Bug or bot? A 'new' user showing as read a lot of posts

Someone who has joined the forum only two weeks ago has shot up in the Users listing page when sorting by read time.

(Second person in list)

I find it hard to believe that someone will have gone through threads spanning over a year has actually read all the posts - read time is 2 hours.

Any opinions on this? Think the member has visited all threads then just quickly scrolled through them? Are there any protections against this kind of thing in DC (should there be?)

2 Likes

I noticed a similar thing on my board awhile ago. Think it’s a bug cause the stats don’t match on /admin/users/list/active or anywhere else.

1 Like

Nothing looks out of the ordinary in the logs :confused:

Also this is the stats from the ACP (seem to be similar to the public list)

I can truly understand the bafflement here.

I would suggest reaching out to the user via PM, introduce yourself, see how they be doin’ and gauge their interest.
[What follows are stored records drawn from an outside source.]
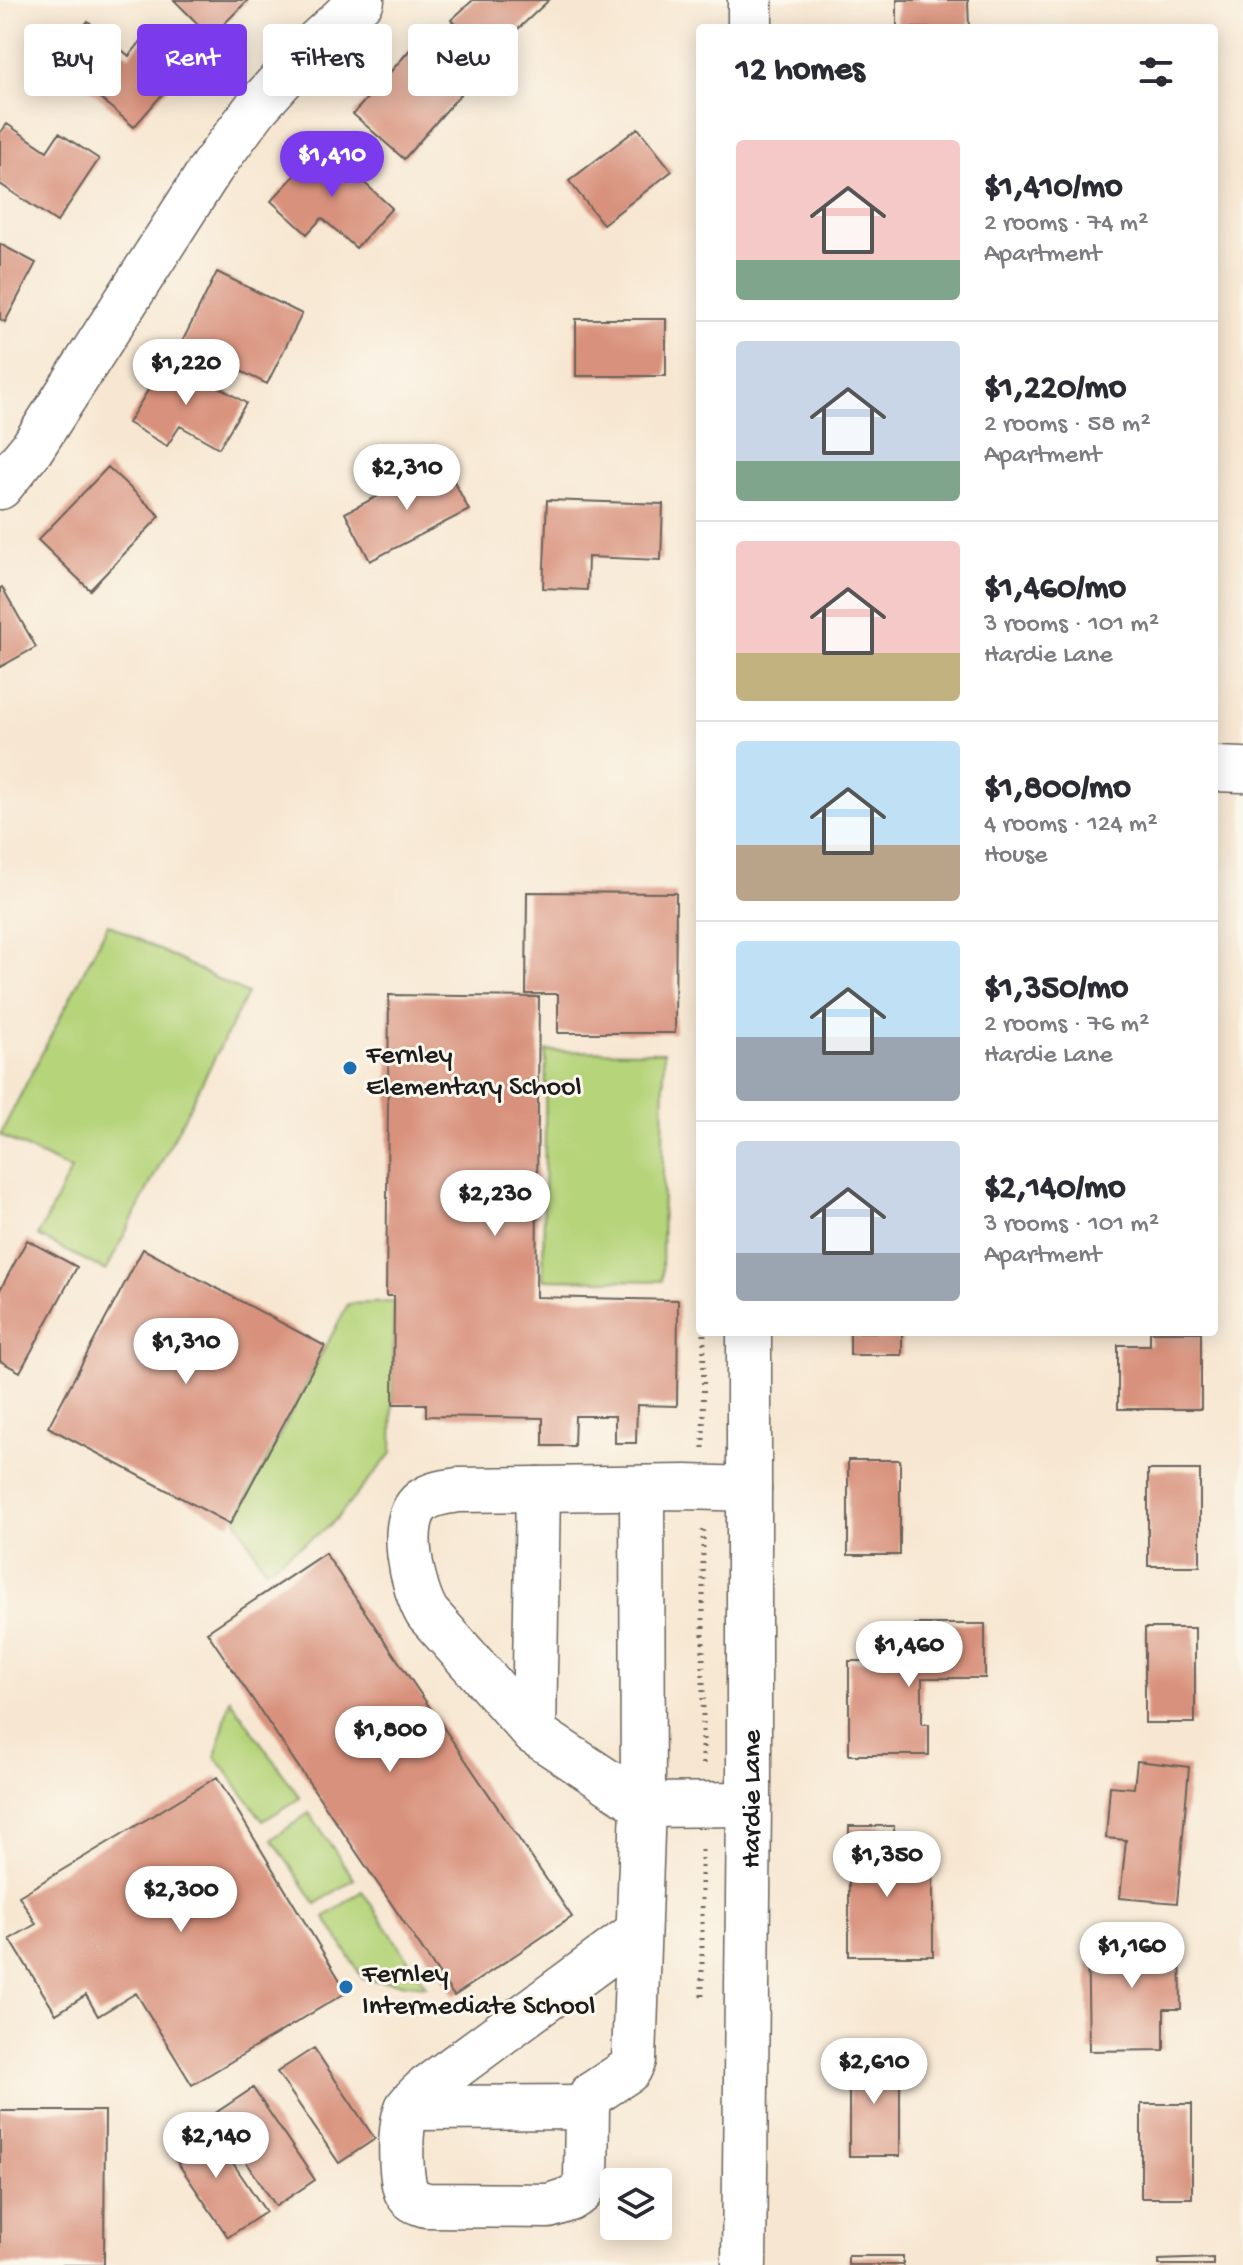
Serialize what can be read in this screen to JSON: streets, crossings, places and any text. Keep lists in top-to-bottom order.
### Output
{
  "streets": {
    "street": ["Hardie Lane"]
  },
  "places": ["Fernley Elementary School", "Fernley Intermediate School"],
  "page": {
    "chip": [
      "Buy",
      "Rent",
      "Filters",
      "New"
    ],
    "heading": "12 homes",
    "list": [
      {
        "name": "$1,410/mo",
        "note": "2 rooms · 74 m² · Apartment"
      },
      {
        "name": "$1,220/mo",
        "note": "2 rooms · 58 m² · Apartment"
      },
      {
        "name": "$1,460/mo",
        "note": "3 rooms · 101 m² · Hardie Lane"
      },
      {
        "name": "$1,800/mo",
        "note": "4 rooms · 124 m² · House"
      },
      {
        "name": "$1,350/mo",
        "note": "2 rooms · 76 m² · Hardie Lane"
      },
      {
        "name": "$2,140/mo",
        "note": "3 rooms · 101 m² · Apartment"
      }
    ],
    "price": [
      "$1,410",
      "$1,220",
      "$2,310",
      "$2,230",
      "$1,310",
      "$1,460",
      "$1,800",
      "$1,350",
      "$2,300",
      "$1,160",
      "$2,610",
      "$2,140"
    ]
  }
}
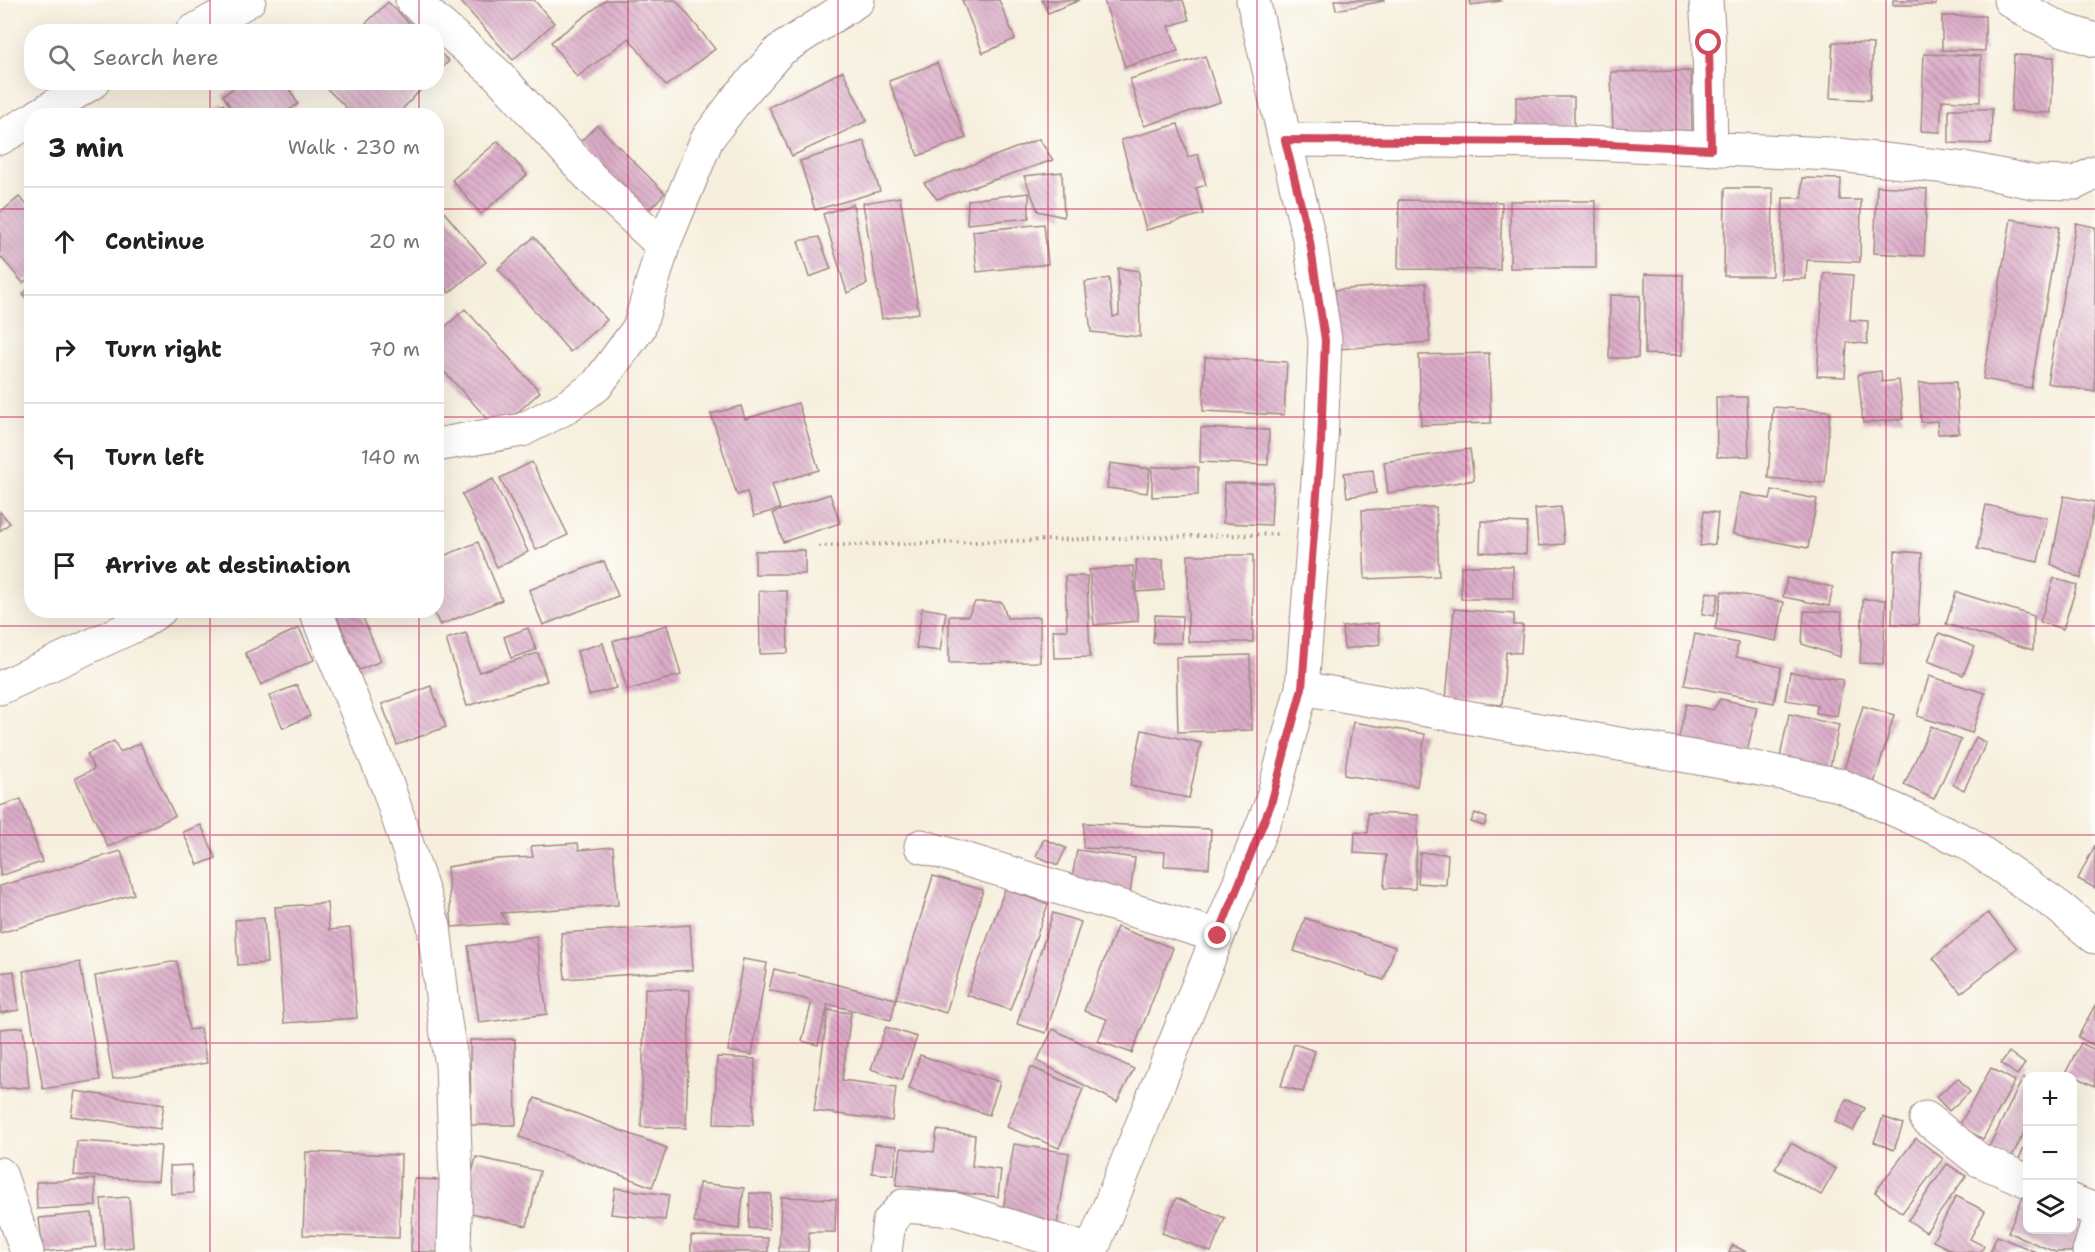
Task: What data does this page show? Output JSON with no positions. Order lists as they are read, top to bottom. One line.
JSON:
{"page":{"search":"Search here","heading":["3 min","Walk · 230 m"],"list":[["Continue","20 m"],["Turn right","70 m"],["Turn left","140 m"],"Arrive at destination"],"map_buttons":["+","−"]}}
Some community managers do this as part of their remuneration strategy (ie, give a user a reason to stay and become a member).

The responses (or lack despite the user logging in and reading still) may help you gauge exactly what is going on behind those numbers.

6 Likes

Just bouncing this so @sam and @mcwumbly see it. Posts “read” is unfortunately a bit of a game-able stat, which is unfortunate:

  • create a new test account
  • go to topic list and sort by posts descending
  • open a high post count topic - but - DO NOT read, simply jump to the bottom
  • repeat for a few more high post topics
  • wait a while to make sure the job has run and check the User Directory
  • compare against Admin User page

End result:

image

@neil also said:

That’s how we count posts read:

SELECT SUM(posts_read) FROM user_visits

When you are shown a post in a topic, this updates the posts_read:

user.update_posts_read!(post_number - before_last_read)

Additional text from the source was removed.